A decisão do Instituto Brasileiro de Geografia e Estatística (IBGE) de suprimir vários campos do próximo Censo Agropecuário provocou críticas de entidades da área de segurança alimentar. Em carta ao IBGE, a Rede Brasileira de Pesquisa em Soberania e Segurança Alimentar e Nutricional (RBPSSAN) adverte que a falta de dados no novo formulário da pesquisa, relacionados especialmente ao uso de agrotóxicos, ao perfil da força de trabalho no campo e à agricultura familiar de modo geral, além de interromper a série histórica das informações já coletadas nos censos anteriores, vai prejudicar a formulação de políticas públicas para o setor. Tornará invisível, por exemplo, a distinção do trabalho da mulher e do jovem no campo, e também de aspectos étnicos-raciais.
“Ao desconsiderar tais questões, esta importante e respeitada instituição negligencia a diversidade do meio rural brasileiro, bem como o papel da agricultura familiar na geração de trabalho e renda, saúde, soberania e segurança alimentar e nutricional”, diz a carta. “Assume, portanto, uma posição que reforça a manutenção das iniquidades no campo, contribuindo, assim, para a violação dos direitos, sobretudo das populações rurais. Isso porque os dados estatísticos, bem como a série de indicadores criados e recriados ao longo da existência do IBGE, subsidiam, expressivamente, a formulação e a implementação de políticas públicas.”
A mudança, de acordo com o presidente da Comissão da RBPSSAN, professor Renato Jamil Maluf, da Universidade Federal Rural do Rio de Janeiro (UFRRJ), resultaria em uma amostragem mais restrita, que tende a obscurecer a diferenciação da agricultura familiar. “Em vez de ressaltá-la, para aprimorá-la, estamos retrocedendo.” Ele também lamenta que o Censo Agropecuário, inicialmente planejado para acontecer a cada cinco anos, tenha ganho um intervalo de uma década, e, ainda assim, esteja atrasado. “Estamos trabalhando com dados de 2006, de 11 anos atrás.”
A carta, endereçada no último dia 13 de abril ao presidente do IBGE, Paulo Rabello de Castro, e assinada por Jamil Maluf e outros integrantes da RBPSSAN, pede a abertura de um “diálogo com organizações e movimentos da agricultura familiar e com pesquisadores da área, no intuito de contribuir com a proposição de soluções que eliminem os prejuízos previstos.”
Entre os prejuízos que derivam da falta de acesso a informações relevantes, como aquelas sobre os modelos produtivos, a carta destaca que, por exemplo, “sobre a utilização de agrotóxicos (para além do adubo químico), foram negligenciadas questões que versam sobre a condição de trabalho temporário e questões que dizem respeito à auto-identificação étnico-racial. Ainda, não será contemplado o levantamento de informações sobre todas as pessoas que integram a família e que trabalham na unidade de produção, demonstrando, neste item específico, que se manterá invisível o trabalho de mulheres e jovens no campo.”

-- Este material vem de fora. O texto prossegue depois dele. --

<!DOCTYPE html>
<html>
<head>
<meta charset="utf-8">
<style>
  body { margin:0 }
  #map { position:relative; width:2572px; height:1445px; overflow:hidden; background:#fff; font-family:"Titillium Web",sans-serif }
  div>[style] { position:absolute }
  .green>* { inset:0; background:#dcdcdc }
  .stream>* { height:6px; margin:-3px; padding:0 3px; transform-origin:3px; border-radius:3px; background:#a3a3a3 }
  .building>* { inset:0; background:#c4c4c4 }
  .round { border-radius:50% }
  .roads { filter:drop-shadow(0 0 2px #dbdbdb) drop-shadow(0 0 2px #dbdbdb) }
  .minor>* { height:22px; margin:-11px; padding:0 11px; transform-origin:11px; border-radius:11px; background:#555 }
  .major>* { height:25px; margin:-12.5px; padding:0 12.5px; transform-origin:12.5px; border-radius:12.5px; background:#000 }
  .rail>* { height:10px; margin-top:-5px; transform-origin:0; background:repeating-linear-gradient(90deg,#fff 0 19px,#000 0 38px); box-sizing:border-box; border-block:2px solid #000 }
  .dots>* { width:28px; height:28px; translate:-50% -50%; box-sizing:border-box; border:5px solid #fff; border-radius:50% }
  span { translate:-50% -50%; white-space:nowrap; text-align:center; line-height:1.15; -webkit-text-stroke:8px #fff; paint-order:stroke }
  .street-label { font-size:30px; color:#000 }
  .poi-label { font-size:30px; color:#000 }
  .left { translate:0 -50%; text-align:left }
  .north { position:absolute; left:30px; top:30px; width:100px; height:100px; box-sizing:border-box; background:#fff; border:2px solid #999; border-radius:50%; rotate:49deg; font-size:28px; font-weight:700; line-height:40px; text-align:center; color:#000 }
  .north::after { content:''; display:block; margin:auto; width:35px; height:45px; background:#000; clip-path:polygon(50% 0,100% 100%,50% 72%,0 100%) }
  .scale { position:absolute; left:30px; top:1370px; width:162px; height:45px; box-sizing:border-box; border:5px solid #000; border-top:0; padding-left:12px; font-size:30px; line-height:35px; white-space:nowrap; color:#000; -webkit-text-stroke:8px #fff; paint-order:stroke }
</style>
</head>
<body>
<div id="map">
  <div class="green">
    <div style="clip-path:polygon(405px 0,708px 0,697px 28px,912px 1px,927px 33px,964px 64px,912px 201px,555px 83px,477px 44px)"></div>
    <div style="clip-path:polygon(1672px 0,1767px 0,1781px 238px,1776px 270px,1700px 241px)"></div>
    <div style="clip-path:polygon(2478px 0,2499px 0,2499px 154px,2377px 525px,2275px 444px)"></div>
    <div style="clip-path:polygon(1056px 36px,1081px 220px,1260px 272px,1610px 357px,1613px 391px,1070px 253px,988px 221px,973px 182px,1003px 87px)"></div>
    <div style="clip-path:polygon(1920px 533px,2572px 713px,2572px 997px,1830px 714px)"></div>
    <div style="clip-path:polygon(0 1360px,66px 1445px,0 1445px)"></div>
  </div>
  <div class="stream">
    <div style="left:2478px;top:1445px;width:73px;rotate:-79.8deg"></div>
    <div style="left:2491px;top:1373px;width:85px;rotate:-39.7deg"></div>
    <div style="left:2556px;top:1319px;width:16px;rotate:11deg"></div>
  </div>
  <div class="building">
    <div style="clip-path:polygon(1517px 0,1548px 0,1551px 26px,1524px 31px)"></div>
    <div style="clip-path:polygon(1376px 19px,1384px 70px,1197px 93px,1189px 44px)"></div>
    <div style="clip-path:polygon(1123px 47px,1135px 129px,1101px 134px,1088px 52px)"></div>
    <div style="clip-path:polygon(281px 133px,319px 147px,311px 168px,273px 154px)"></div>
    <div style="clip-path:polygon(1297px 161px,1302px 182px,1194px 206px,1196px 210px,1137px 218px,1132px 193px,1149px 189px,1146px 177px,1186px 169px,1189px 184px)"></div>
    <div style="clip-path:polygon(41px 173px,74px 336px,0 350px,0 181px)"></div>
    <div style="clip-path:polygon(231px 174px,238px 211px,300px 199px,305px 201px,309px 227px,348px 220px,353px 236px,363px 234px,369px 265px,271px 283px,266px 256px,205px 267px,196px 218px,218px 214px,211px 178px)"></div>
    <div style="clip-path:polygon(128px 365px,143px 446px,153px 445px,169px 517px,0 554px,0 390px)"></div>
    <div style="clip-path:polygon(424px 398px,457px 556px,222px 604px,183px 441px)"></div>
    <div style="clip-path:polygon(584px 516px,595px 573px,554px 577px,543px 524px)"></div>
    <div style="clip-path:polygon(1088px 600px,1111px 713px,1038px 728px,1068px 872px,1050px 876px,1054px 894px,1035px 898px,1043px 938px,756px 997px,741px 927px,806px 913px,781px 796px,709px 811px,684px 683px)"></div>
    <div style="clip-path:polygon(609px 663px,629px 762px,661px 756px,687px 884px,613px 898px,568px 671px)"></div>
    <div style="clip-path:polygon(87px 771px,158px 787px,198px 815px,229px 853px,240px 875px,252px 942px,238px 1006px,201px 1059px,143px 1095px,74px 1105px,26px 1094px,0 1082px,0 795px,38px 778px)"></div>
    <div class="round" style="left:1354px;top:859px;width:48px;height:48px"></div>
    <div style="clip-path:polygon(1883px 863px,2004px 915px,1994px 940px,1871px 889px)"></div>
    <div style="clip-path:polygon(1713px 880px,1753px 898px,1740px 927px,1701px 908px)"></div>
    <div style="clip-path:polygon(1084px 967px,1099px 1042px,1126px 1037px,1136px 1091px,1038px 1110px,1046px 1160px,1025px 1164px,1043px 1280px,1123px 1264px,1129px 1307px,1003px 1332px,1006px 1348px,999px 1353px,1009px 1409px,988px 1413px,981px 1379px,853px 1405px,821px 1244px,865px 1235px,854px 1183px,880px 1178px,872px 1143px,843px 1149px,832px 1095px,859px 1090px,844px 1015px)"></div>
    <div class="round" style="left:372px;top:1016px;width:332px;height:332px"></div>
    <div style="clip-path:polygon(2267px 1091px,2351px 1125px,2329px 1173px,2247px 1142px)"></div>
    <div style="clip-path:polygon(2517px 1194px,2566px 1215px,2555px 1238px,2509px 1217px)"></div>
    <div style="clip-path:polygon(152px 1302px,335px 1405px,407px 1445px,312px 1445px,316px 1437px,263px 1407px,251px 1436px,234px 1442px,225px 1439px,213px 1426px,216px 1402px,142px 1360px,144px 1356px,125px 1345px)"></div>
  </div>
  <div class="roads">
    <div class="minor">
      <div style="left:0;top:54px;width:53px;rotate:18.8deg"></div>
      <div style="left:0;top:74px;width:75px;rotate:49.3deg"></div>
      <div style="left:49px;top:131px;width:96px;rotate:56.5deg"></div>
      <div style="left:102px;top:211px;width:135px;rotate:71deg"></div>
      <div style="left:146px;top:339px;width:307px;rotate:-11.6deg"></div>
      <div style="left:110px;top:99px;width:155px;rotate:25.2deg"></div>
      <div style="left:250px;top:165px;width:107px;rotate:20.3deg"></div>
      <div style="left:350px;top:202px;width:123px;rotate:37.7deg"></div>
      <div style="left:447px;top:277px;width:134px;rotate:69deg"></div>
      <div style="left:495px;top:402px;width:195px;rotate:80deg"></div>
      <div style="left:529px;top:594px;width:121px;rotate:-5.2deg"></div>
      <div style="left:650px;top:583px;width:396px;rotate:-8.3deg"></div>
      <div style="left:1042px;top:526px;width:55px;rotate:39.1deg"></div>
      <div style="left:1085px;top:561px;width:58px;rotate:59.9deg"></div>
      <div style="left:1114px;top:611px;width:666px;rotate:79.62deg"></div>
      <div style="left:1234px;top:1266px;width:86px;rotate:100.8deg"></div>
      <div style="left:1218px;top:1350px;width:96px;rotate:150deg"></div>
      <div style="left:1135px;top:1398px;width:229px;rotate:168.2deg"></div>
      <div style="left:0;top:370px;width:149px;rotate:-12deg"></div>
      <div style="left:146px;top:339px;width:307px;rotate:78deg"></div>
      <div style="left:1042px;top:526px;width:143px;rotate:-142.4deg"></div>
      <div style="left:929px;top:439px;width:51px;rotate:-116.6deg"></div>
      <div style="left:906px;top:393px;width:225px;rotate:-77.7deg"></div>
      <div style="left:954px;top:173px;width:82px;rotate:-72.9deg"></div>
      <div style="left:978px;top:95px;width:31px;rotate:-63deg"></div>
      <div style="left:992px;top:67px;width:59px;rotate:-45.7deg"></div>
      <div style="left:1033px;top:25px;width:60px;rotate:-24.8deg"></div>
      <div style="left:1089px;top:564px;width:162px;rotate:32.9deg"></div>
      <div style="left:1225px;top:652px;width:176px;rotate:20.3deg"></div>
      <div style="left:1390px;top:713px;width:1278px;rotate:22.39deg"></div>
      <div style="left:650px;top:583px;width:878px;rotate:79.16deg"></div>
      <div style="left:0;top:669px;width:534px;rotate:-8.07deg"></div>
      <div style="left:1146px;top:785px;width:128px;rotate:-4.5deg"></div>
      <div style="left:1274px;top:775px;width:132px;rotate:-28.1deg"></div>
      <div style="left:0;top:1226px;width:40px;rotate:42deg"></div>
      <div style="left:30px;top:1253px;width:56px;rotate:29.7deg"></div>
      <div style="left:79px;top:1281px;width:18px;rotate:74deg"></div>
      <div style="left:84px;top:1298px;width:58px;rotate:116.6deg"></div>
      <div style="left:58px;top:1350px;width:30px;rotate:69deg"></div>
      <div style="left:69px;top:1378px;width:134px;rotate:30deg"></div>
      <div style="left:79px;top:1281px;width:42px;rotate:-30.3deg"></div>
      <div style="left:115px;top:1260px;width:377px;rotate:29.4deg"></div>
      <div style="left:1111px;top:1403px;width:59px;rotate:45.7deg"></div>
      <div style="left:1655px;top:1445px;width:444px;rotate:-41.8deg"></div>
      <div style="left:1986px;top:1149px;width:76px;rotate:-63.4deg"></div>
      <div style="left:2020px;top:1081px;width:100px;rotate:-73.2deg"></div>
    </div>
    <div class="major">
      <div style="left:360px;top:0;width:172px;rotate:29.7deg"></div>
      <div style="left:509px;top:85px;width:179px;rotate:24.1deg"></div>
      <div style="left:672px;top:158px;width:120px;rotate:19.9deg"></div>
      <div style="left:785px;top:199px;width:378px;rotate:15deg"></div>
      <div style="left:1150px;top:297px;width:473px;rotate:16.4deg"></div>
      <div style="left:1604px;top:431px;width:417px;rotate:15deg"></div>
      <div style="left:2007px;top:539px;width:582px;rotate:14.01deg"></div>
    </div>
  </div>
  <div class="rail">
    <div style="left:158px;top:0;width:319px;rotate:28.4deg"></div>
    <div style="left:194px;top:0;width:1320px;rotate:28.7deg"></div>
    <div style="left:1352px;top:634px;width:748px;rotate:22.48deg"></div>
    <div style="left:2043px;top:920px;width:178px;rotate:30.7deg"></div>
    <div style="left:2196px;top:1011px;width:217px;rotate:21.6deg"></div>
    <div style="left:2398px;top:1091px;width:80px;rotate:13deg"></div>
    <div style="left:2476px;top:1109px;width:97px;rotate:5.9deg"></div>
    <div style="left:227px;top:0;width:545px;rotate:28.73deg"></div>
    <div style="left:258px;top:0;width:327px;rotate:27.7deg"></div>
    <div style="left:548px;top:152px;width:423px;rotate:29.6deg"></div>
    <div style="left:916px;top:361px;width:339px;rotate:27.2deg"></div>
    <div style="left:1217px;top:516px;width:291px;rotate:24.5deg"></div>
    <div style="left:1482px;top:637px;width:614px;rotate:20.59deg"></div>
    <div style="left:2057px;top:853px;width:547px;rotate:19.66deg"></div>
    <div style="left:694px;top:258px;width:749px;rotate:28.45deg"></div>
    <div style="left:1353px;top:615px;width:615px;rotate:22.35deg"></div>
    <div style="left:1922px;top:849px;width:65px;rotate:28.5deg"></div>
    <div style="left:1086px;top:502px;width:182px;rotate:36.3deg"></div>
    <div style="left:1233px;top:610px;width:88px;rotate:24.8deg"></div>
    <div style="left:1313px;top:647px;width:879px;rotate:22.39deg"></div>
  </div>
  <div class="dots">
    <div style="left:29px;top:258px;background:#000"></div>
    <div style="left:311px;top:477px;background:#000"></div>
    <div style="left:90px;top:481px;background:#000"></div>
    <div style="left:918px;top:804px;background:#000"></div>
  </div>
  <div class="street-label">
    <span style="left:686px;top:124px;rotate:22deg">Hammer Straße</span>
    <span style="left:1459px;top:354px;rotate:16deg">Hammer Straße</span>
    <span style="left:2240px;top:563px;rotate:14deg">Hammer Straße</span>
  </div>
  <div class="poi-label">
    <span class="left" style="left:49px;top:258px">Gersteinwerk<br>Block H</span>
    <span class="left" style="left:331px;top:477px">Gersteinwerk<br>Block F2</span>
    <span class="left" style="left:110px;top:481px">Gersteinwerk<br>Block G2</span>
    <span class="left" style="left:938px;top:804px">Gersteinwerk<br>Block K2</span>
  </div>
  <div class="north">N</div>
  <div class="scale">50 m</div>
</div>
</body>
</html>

Os pesquisadores da Rede Brasileira de Pesquisa em Segurança Alimentar e Nutricional manifestam “profunda indignação” com a decisão do IBGE, e, sobretudo, sua “preocupação com as repercussões disso, a curto, médio e longo prazos, na definição de políticas públicas de Segurança Alimentar e Nutricional que prezam por ações que viabilizem a produção e o consumo de alimentos (saudáveis e adequados), seguindo os princípios da sustentabilidade. Importante demarcar que tais princípios não aportam exploração da força de trabalho, violência contra a mulher, expropriação de povos e comunidades tradicionais e povos originários e desrespeito à natureza.”
O papel estratégico da agricultura familiar para alimentação da população brasileira foi apontado pelos dados do Censo Agropecuário de 2006. Desde então, os pesquisadores observam que um conjunto de ações públicas foi desenvolvido para fortalecer e ampliar este modo de produção. “Como, certamente, é de vosso conhecimento, não se protege e promove aquilo que não se conhece; a visibilidade é requisito fundamental para a compreensão e o planejamento”, escrevem.